The SSIGN score (ranging from 0 to 15) is one of the clinically integrated systems that was introduced to improve prognostic accuracy in ccRCC (Supplementary Table 6). The Kaplan–Meier curves regarding overall survival for respective SSIGN-score categories are shown in Fig. 5a. The five-CpG-based classifier successfully categorized patients into high-risk and low-risk groups with significant differences of clinical outcome in each of the SSIGN-score categories (log-rank test, all P<0.05; Fig. 5b-f). Thus, the five-CpG-based classifier can add prognostic value to both the clinical stage and the SSIGN score.

Figure 5: Analysis of the five-CpG-based classifier in subsets of different SSIGN-score categories.
Figure 5

(a)The Kaplan–Meier curves regarding overall survival for respective SSIGN-score categories. (bf) Kaplan–Meier survival analysis of the five-CpG-based classifier in subsets of different SSIGN-score categories (log-rank test). HR, hazard ratio.

Impact of intratumour heterogeneity

To determine whether intratumour heterogeneity (ITH) affected risk score and risk stratification based on the five-CpG-based classifier, we assayed methylation value of the five CpG sites in three different regions within 23 ccRCC tumours. As shown in Supplementary Fig. 5, inter-individual differences in the methylation of the five CpG sites, assessed by averaging all measurements from the same tumour, were significantly higher than measurement differences within individual tumours. ITH had an obviously smaller effect on classifier-based risk scores (coefficient of variation (CV), 10.5%) than on the five individual CpGs (CV, 15.2–22.3%). ITH affected risk stratification in 2 (8.7%) of the 23 tumours, suggesting the 5-CpG-based classifier is a precise tool (Supplementary Table 7).

CpG methylation and gene expression and patient prognosis

Using the TCGA data set, we analysed whether methylation of the five CpGs was correlated with gene expression, as per Spearman’s correlation. We observed that the correlation between methylation value and gene expression by Spearman’s correlation test was significantly inverse for TWF2 (P=5.8 × 10−11), EHBP1L1 (P=1.9 × 10−6) and RIN1 (P=1.2 × 10−30), significantly positive for PITX1 (P=4.1 × 10−8) and marginally positive for FOXE3 (P=0.09).

Nine hundred and ninety-three patients in the entire cohort were separated into CpG-defined high-risk and low-risk groups using X-tile plots, to generate the optimum cutoff score for methylation of the five CpGs.

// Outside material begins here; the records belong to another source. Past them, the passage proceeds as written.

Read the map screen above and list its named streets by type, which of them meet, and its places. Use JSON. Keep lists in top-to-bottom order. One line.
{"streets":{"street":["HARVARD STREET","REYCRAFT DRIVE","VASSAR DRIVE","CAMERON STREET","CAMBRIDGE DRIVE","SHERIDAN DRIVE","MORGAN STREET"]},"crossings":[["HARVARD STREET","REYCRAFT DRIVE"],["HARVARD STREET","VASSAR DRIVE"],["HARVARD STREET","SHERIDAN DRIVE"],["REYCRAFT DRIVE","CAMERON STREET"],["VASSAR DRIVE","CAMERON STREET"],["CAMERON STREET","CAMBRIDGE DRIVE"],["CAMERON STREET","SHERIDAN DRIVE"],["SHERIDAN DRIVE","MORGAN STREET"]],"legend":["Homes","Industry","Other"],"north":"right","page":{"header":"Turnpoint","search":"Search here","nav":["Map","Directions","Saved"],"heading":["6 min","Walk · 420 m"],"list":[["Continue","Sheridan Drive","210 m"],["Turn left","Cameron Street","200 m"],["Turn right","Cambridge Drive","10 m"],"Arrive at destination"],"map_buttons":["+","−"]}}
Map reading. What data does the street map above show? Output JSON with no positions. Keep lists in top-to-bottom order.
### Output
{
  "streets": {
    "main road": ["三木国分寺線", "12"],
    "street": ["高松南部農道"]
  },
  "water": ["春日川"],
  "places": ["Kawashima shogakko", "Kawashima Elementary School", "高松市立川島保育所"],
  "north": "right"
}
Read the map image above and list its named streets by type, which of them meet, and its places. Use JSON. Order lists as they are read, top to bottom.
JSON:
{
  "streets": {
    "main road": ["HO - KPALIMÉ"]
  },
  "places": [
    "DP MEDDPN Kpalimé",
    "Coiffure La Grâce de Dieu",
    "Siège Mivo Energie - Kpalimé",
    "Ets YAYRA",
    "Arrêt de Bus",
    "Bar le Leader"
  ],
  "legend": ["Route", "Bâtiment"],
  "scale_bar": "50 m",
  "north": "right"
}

Kaplan–Meier survival analysis, depicted in Fig. 6a–e (left panel), showed the overall survival of patients in the CpG-defined low-risk group was significantly better than in the high-risk group. In addition, expression of the genes corresponding to the 5 CpGs effectively predicted the clinical outcome of the 507 patients for whom there were messenger RNA expression data in the TCGA data set (Fig. 6a–e, right panel).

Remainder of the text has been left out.